Société
|

« Le contact avec la nature en ville est un défi démocratique »

Le parc André Malraux et les tours Nuages à Nanterre / © Guilhem Vellut (Creative commons - Flickr)
Le parc André Malraux et les tours Nuages à Nanterre / © Guilhem Vellut (Creative commons – Flickr)

Fin avril, Jean-Noël Consalès, maître de conférences en aménagement du territoire, urbanisme et géographie à l'université d'Aix-Marseille, co-signait une tribune dans The Conversation sur l'importance de l'accès à la nature en ville. Alors que les parcs demeurent fermés en Île-de-France depuis le début du confinement, il plaide pour un changement de paradigme dans le dialogue ville-nature.

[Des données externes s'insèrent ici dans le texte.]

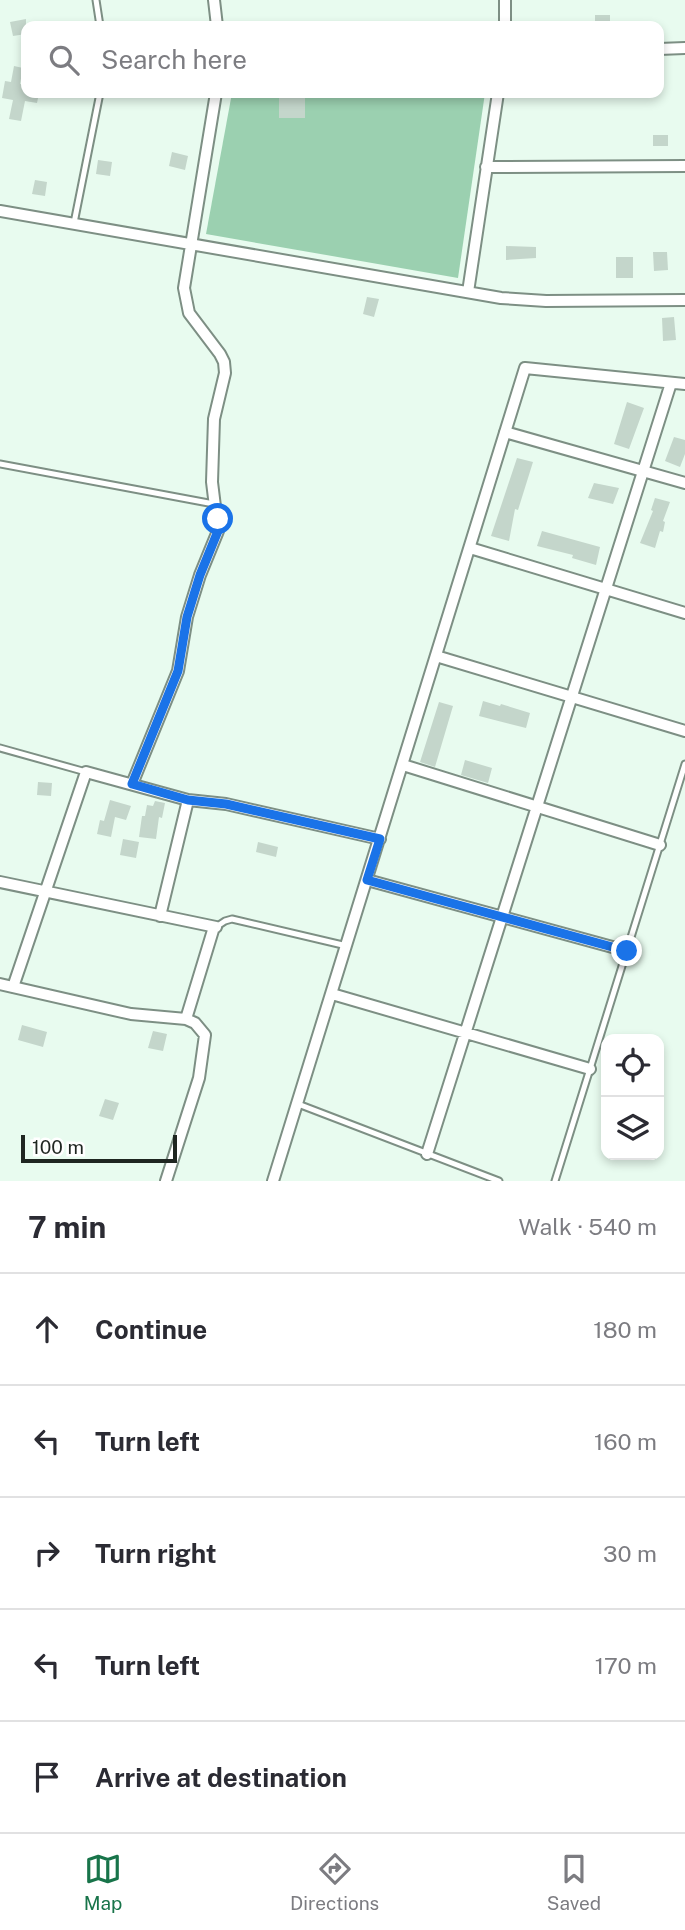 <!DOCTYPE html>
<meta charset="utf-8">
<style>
body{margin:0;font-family:"Public Sans",sans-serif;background:#f7f7f7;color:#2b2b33}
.controls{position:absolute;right:21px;bottom:21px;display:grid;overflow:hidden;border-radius:14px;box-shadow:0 4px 10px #0003}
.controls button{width:63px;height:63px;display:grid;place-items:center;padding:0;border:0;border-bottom:2px solid #e1e1e2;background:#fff;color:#2b2b33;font:35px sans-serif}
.scale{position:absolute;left:21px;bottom:18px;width:156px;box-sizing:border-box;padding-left:7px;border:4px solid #1f2621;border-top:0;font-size:19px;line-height:24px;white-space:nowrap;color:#1f2621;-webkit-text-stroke:5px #fff;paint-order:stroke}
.stop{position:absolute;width:21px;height:21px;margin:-16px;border:5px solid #1a73e8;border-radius:50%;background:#fff}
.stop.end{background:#1a73e8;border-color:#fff;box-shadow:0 2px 7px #0008}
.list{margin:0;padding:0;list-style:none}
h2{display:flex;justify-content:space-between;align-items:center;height:91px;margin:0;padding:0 28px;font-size:30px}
h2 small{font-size:23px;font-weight:400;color:#7c7c81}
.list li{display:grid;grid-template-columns:46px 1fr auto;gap:21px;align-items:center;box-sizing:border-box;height:112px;padding:0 28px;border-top:2px solid #e1e1e2}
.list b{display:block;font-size:26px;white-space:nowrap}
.list em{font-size:23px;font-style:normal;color:#7c7c81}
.icon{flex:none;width:38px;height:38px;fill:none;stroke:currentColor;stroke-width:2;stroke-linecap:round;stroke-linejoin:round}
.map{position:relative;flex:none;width:685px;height:1181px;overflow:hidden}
.search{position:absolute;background:#fff;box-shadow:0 4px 10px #0003;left:21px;right:21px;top:21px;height:77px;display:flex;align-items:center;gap:18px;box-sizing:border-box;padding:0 24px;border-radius:14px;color:#7c7c81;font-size:26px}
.sheet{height:651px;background:#fff}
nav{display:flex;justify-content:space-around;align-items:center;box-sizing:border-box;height:98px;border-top:2px solid #e1e1e2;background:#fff;font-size:19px;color:#7c7c81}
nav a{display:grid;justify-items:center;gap:4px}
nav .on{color:#18744a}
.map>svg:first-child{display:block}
.green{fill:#9bd0b0}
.building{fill:#c4d6cb}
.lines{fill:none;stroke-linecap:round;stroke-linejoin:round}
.service-casing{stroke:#7d8f84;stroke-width:9}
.minor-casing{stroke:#7d8f84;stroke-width:14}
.service{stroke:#fff;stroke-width:5}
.minor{stroke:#fff;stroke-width:10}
.route{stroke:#1a73e8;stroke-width:9}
</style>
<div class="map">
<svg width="685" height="1181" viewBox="0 0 685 1181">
<rect width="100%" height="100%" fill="#e8fbef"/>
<!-- green -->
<path class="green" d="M232 93H485L458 278 206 234Z"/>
<!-- building -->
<path class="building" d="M595 15H610V26H595Z
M26 19V34L13 36 10 22Z
M14 66 23 68 20 84 26 85V93H39L37 103 25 101 21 121 9 119 13 100 2 98 5 81 11 82Z
M279 93H305V118H279Z
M653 135H668V146H653Z
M172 152 188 156 185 170 169 166Z
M98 160 112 162 110 176 96 174Z
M35 180 47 182 45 196 32 194Z
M506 246 536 247V258L506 260Z
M653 252H667L668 270 654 271Z
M616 257H633V278H616Z
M367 297 379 299 374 317 363 314Z
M674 317 676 340 663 341 662 318Z
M627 402 644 408 629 449 614 444Z
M674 437 685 440V454L680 467 665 461Z
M517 458 533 462 518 510 515 509 509 541 491 536Z
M594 483 619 488 613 504 588 498Z
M655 498 670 502 663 521 665 522 663 532 660 531 655 548 640 543 653 511 651 510Z
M542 531 600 547 596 565 572 558 573 555 537 546Z
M483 701 500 706 501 704 530 713 526 728 479 716Z
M439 702 453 706 435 767 420 762Z
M465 760 492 768 488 783 461 775Z
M38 782 52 783 51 796 37 795Z
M110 800 131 806 126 820 115 817 111 837 97 834 100 820 104 821Z
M155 801 165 803 162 818 159 817 156 839 139 837 142 816H145L147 805 153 806Z
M123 839 139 842 136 858 120 855Z
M258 842 278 847 276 857 256 852Z
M22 1025 47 1032 43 1047 18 1040Z
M153 1031 167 1034 163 1051 148 1048Z
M105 1099 119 1103 113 1120 99 1116Z"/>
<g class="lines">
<defs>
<path id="service" d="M96 0 100 26
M74 223 100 93
M0 464 214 504
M0 748 86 772
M216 927 225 921 232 919 347 946
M298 1104 499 1181
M555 1181 685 764"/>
<path id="minor" d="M214 0 217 26
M505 26V0
M659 49 685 48
M486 167 685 166
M0 211 501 298 546 301 685 300
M468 292 498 93
M505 432 685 483
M470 548 685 613
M436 656 685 731
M403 765 660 845
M132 784 178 671 187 617 200 575 218 531 212 482 214 419 225 373 224 362 220 354 189 313 184 288 216 93
M367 880 627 951
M0 882 216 927
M160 916 188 800
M0 984 131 1014 186 1019 195 1023 205 1035 199 1078 166 1181
M13 987 86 772 188 800 226 804 380 839
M332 994 590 1069
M186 1019 214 927
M427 1154 671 383
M273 1181 525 368 685 384"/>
</defs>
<!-- service casing -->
<use href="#service" class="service-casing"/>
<!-- minor casing -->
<use href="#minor" class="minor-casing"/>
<!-- service -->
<use href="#service" class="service"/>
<!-- minor -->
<use href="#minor" class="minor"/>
</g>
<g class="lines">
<!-- route -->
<path class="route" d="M218 519V531L200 575 187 617 178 671 132 784 188 800 226 804 380 839 367 880 627 951"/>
</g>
</svg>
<div class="controls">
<button><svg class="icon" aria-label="locate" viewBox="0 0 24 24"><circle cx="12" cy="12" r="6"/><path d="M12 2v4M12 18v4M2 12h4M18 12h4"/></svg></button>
<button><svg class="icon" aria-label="layers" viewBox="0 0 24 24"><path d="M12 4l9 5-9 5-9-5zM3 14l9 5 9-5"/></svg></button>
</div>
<div class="scale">100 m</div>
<div class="stop" style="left:218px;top:519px"></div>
<div class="stop end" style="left:627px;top:951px"></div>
<div class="search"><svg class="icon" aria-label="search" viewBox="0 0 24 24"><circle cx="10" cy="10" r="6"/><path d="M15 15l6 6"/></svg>Search here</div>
</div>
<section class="sheet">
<h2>7 min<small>Walk · 540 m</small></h2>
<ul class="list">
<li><svg class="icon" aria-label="ahead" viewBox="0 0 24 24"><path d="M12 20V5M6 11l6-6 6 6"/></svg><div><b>Continue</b></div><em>180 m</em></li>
<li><svg class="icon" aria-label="left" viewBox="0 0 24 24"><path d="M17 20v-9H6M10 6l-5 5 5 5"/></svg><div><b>Turn left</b></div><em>160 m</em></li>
<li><svg class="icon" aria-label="right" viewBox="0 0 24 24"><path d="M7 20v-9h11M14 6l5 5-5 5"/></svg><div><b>Turn right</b></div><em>30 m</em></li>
<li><svg class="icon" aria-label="left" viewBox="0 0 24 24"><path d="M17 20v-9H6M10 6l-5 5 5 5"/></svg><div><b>Turn left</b></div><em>170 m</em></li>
<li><svg class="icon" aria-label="arrive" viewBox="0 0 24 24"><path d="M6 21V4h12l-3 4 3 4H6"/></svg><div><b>Arrive at destination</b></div></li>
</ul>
</section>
<nav>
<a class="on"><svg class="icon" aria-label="map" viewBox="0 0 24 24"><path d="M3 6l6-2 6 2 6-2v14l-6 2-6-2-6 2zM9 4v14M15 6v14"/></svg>Map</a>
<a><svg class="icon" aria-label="directions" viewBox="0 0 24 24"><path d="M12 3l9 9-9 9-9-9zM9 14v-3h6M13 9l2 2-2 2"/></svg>Directions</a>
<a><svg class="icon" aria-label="saved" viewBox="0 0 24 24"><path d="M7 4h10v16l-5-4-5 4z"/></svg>Saved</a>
</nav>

Pourquoi des parcs urbains sont ouverts à l’étranger, à l’instar de Central Park à New York, tandis qu’en Île-de-France ils demeurent fermés ?

Jean-Noël Consalès : Ce sont des choix politiques et techniques mais sur un plan plus réflexif, les fermetures de parcs posent surtout la question de la vivabilité de la ville, en particulier à Paris, l’une des villes les plus denses au monde. Nous pouvons nous demander pourquoi des centres commerciaux sont ouverts alors qu’ils favorisent une forte promiscuité tandis que les espaces verts sont toujours clos. La maire de Paris, Anne Hildago, ainsi que la CSMF, un syndicat de médecins libéraux, réclament la réouverture des parcs pour que les Parisiens puissent s’aérer après deux mois de confinement. La demande a été rejetée à maintes reprises par le gouvernement qui invoque des risques sanitaires.

Quel rôle associe-t-on à la nature en ville ? 

A Paris comme dans d’autres villes en France, la variable de vivabilité pendant le confinement était la possession d’un jardin ou d’un balcon. Aujourd’hui, en phase de déconfinement, nous pourrions nous attendre à ce que les besoins de nature soient pris en compte de la même manière que les besoins d’aller chez le coiffeur par exemple, or ce n’est pas le cas. J’imagine que le problème derrière cette fermeture est celui de la sécurité et des coûts inhérents à la surveillance, mais ça ne gomme en aucun cas notre besoin essentiel de contact avec la nature.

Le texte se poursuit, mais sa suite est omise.